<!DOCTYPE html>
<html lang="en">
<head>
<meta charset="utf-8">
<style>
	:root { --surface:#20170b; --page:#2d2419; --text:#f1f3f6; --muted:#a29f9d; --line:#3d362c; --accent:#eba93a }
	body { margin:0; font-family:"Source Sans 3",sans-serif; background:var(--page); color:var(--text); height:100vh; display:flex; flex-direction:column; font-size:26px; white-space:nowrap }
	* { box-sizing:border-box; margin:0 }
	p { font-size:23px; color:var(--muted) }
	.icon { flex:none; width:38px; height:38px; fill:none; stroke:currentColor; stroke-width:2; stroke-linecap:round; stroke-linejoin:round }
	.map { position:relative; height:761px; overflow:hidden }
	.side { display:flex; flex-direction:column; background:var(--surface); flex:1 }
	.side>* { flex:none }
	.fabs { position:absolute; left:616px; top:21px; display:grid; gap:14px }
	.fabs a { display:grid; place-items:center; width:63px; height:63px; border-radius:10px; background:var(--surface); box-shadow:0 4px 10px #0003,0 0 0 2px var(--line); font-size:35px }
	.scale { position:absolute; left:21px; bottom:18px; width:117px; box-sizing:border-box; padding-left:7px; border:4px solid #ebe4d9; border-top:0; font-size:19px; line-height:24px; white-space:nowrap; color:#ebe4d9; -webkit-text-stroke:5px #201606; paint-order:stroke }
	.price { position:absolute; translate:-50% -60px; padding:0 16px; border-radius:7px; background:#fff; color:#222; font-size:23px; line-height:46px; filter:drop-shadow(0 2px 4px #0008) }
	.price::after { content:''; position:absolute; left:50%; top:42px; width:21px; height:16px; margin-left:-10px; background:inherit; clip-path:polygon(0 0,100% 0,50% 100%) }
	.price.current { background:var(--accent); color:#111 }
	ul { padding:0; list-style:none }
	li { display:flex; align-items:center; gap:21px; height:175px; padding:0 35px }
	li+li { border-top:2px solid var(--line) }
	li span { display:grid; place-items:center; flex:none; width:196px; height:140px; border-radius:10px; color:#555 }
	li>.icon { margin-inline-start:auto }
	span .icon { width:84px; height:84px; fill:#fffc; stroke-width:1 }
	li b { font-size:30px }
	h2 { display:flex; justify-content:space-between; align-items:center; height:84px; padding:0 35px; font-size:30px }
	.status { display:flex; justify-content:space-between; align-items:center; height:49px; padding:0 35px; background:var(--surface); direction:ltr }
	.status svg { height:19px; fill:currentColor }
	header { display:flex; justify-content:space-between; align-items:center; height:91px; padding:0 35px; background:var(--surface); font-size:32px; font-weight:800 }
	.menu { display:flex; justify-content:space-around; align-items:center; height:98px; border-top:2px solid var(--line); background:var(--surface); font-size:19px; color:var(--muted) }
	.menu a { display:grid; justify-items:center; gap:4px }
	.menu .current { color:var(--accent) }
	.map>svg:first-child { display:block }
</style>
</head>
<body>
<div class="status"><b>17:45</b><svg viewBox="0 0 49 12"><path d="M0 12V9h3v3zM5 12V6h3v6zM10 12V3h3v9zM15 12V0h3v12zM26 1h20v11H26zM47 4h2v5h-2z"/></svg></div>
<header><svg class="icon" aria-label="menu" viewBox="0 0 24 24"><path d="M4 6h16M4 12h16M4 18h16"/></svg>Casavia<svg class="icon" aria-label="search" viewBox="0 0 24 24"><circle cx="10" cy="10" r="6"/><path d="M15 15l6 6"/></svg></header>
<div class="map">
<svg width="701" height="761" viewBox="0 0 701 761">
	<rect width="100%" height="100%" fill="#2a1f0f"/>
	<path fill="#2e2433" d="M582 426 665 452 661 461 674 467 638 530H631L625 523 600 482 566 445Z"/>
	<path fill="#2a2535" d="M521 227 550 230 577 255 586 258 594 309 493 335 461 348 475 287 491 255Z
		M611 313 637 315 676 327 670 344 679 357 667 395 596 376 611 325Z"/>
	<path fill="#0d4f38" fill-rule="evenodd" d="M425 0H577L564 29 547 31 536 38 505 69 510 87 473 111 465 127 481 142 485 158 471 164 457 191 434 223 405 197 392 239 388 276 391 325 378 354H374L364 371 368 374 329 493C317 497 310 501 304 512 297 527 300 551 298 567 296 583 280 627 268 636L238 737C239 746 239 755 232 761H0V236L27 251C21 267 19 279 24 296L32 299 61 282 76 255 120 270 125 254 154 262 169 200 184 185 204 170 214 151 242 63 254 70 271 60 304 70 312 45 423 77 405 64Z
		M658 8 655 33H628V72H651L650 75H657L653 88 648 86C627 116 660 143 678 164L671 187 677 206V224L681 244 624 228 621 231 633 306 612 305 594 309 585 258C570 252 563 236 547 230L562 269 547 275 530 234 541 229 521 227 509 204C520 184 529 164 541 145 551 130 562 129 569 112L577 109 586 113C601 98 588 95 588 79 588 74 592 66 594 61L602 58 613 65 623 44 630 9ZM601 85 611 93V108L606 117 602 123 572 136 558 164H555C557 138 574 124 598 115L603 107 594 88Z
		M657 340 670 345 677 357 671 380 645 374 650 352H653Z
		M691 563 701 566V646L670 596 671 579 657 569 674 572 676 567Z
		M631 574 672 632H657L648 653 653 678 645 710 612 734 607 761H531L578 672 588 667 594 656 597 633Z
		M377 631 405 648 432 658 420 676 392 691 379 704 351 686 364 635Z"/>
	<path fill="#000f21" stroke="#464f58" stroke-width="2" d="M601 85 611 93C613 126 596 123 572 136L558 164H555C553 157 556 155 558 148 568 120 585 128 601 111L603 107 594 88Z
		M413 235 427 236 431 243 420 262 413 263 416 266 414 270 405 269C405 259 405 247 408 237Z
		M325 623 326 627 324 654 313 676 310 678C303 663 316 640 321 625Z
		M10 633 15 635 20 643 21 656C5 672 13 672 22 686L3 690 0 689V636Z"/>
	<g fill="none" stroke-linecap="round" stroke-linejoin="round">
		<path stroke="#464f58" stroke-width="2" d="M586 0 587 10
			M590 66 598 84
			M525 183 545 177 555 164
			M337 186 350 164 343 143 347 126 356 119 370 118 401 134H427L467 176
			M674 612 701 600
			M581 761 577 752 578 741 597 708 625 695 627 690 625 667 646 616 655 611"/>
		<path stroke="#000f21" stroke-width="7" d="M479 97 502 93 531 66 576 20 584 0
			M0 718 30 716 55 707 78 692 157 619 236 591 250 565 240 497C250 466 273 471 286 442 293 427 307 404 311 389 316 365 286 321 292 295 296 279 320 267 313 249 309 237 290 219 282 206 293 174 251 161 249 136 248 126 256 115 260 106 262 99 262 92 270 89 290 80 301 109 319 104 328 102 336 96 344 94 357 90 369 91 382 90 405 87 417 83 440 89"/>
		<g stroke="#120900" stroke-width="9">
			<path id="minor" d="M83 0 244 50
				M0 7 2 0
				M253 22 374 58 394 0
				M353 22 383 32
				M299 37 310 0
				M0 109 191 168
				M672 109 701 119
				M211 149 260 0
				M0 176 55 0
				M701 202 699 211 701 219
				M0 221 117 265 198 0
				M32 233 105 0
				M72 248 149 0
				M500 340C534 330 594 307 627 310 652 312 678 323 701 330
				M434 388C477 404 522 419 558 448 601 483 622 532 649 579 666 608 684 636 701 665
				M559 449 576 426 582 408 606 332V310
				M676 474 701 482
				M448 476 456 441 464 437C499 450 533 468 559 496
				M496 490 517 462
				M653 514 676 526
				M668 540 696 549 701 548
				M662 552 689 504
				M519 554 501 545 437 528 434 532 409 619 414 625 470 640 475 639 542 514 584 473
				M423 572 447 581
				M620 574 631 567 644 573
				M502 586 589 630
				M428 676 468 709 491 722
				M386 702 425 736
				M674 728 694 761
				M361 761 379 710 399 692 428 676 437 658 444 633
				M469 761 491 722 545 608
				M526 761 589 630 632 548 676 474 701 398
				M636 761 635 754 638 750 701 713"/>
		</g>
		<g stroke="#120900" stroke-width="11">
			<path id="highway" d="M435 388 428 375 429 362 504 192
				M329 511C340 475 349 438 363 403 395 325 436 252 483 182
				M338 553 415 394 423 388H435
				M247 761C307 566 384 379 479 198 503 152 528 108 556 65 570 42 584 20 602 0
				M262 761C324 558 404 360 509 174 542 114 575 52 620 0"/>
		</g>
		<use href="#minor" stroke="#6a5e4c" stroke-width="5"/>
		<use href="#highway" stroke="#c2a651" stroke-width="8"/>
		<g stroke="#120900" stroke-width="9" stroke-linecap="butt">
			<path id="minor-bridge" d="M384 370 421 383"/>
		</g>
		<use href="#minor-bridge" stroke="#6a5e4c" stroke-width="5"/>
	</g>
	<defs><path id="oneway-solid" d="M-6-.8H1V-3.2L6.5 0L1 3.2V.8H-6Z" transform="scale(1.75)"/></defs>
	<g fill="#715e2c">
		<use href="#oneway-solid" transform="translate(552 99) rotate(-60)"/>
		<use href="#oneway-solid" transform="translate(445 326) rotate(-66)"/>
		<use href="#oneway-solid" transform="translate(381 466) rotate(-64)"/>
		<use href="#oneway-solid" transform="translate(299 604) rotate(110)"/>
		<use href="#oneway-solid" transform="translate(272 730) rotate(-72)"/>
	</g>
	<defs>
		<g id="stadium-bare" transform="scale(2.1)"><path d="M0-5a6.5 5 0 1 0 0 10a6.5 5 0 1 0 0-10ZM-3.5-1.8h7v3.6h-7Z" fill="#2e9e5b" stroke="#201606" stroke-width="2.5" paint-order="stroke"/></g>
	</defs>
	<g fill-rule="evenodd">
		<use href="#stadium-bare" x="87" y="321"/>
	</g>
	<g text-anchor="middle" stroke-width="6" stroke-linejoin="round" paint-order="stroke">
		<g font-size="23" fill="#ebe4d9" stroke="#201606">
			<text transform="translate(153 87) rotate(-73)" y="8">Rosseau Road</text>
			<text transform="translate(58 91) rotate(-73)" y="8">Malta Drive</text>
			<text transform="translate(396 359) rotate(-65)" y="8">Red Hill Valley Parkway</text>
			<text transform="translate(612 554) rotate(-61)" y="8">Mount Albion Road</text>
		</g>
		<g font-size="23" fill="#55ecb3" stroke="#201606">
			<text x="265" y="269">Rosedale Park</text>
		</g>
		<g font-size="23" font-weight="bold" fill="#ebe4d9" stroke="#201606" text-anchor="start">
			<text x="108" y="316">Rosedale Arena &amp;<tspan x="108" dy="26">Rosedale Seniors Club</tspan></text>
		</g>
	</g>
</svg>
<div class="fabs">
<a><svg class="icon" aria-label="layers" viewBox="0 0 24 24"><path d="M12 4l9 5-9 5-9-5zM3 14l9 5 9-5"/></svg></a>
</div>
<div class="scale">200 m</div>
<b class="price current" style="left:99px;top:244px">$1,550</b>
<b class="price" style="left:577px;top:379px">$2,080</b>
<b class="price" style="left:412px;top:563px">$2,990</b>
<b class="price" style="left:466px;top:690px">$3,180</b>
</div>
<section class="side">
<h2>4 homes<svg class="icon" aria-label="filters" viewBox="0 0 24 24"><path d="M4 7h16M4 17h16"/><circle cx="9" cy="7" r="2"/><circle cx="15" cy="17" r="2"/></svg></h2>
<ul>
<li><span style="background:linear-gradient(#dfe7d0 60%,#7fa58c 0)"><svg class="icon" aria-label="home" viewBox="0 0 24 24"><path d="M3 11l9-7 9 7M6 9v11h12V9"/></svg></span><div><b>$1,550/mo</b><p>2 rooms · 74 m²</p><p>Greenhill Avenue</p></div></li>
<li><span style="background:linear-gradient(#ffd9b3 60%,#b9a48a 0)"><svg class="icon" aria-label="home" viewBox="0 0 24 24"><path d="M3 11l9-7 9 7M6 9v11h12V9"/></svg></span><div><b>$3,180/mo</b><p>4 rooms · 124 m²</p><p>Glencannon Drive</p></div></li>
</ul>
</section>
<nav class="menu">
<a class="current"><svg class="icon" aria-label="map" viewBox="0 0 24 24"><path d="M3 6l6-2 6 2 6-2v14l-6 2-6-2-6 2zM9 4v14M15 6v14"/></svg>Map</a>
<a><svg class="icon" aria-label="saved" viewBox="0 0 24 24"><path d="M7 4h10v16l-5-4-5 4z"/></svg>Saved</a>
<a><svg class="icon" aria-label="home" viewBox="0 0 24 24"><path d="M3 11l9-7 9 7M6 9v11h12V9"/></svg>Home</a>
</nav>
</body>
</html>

◆ ◆ ◆ ◆

> ASSIGNMENT: Could you show every line of the material that includes the string "body"?

> EXERCISE ANSWER:
	body { margin:0; font-family:"Source Sans 3",sans-serif; background:var(--page); color:var(--text); height:100vh; display:flex; flex-direction:column; font-size:26px; white-space:nowrap }
<body>
</body>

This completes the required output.